* TASK INSTRUCTIONS: From the entries, copy out every line in which the word "data" is found.

* RECORDS FOR THE TASK:
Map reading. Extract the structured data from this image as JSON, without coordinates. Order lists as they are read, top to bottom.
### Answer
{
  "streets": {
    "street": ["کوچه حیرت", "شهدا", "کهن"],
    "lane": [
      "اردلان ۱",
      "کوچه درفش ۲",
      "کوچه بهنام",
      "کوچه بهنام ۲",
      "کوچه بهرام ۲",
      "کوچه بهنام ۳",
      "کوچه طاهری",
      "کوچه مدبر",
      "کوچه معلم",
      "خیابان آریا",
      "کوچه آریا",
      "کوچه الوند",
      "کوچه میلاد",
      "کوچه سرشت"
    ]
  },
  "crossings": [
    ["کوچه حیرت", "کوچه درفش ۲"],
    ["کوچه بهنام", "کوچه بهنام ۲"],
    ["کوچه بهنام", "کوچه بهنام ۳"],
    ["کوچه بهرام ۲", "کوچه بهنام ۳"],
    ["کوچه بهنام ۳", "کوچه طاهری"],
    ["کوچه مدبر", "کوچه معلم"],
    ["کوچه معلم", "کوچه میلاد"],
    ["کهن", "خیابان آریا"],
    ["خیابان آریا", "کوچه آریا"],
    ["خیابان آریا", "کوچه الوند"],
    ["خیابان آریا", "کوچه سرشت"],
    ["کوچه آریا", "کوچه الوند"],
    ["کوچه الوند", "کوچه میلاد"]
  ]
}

==

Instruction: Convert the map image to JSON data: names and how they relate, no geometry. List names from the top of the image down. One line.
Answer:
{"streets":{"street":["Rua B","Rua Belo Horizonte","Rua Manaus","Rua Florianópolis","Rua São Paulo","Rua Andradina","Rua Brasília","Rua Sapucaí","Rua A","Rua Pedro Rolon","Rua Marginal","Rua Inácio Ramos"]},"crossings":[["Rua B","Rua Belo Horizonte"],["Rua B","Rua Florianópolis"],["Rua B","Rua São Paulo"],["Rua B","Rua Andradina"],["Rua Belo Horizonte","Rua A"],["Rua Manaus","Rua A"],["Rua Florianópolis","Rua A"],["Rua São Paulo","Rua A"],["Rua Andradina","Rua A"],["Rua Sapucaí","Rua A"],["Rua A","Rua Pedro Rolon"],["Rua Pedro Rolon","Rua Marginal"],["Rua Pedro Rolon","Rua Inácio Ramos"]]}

* REPLY:
Map reading. Extract the structured data from this image as JSON, without coordinates. Order lists as they are read, top to bottom.
Instruction: Convert the map image to JSON data: names and how they relate, no geometry. List names from the top of the image down. One line.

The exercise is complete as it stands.